Inside the ancient dying art of Iron Crotch Kung Fu

Originally published at: https://boingboing.net/2020/12/21/inside-the-ancient-dying-art-of-iron-crotch-kung-fu.html

3 Likes

How this has not yet been turned into a Dances With Wolves/Avatar -esque white savior cultural appropriation movie starring Jack Black is beyond me.

:joy:

I’d watch that - but only if it starred Jack Black.

7 Likes

How this has not yet been turned into a Dances With Wolves/Avatar -esque white savior cultural appropriation movie starring Jack Black is beyond me.

Or at least a TV show.

12 Likes

Ah, so there is a defense against Chicago Karate.

17 Likes

Or a Chinese epic starring Jet Li and Jackie Chan in which patriotic heroes guard the secret of Iron Crotch Kung Fu from the evil foreigners intent on stealing it.

4 Likes

There were once around 200 people regularly practising in the village, said Tang, but now there are just over 20. The number that can practise the iron crotch technique has dropped from around 80 to just five.

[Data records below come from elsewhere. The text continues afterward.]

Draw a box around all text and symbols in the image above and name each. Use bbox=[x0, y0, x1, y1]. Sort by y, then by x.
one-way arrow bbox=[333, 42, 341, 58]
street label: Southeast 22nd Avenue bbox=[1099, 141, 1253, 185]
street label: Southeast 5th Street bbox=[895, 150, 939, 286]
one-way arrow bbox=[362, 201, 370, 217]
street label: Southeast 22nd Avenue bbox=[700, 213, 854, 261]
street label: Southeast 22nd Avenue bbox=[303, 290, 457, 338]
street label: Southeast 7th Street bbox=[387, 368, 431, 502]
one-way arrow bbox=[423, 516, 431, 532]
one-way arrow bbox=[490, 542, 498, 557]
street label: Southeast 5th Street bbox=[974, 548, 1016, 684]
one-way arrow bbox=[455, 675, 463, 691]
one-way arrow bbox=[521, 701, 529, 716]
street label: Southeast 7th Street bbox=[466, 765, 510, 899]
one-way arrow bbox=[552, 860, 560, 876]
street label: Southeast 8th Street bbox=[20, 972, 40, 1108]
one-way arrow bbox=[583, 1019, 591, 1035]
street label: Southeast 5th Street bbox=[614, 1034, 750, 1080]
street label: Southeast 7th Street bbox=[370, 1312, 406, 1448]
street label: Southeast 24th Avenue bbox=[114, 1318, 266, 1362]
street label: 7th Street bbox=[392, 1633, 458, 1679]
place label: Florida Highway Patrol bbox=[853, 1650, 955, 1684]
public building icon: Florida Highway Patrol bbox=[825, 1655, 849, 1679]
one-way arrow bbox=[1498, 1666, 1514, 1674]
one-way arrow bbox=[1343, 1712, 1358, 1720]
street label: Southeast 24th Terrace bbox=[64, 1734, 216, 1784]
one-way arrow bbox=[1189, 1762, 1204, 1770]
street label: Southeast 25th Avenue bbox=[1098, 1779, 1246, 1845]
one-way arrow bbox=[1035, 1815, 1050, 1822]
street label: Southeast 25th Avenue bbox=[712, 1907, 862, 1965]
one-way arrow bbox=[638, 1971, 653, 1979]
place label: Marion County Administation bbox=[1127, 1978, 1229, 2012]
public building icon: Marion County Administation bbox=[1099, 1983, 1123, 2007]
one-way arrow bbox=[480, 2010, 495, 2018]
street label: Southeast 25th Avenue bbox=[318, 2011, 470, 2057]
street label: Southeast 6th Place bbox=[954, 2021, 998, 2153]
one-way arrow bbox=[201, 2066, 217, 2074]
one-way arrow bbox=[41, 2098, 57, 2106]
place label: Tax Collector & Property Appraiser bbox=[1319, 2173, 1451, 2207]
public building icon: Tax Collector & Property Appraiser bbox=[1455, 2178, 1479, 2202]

I have some theories on why they failed to pass this on to the next generation.

14 Likes

I don’t think we need to train to desensitize ourselves to groin punches. After all we’ve lived through 45’s presidency and all of 2020. If anything i welcome to the feeling to remind myself i am alive.

7 Likes

The internet came along and suddenly youngsters are questioning the ancient tradition of taking nut shots. Kids these days. :thinking:

Fortunately, as @gracchus pointed out, Mike Judge’s prophecy showed us that it will be alive and well in five hundred years.

5 Likes

Crotch Magaw?

10 Likes

Phrasing

3 Likes

I can’t believe I am the first to say “of course his name is Wang.”

11 Likes

Maybe if the village handed out participation trophies…

3 Likes

Balls of Steel, these people.

3 Likes
6 Likes

I took a few semester of Karate, and we did have a few days with a video lesson. I remember one was about karate masters in Japan, and there was a scene where a guy is hitting an old train with his hands to tough them. And my instructor was like, “They don’t show this guy 20 or 30 years later with horrible arthritis. We don’t do stuff like that.”

10 Likes

Hard to imagine why they aren’t getting new people to sign up for groin kick class. That sounds like a marketing challenge.

2 Likes

To what extent is this actually limited to that one village? Or rather, what distinguishes this village from other similar techniques/styles?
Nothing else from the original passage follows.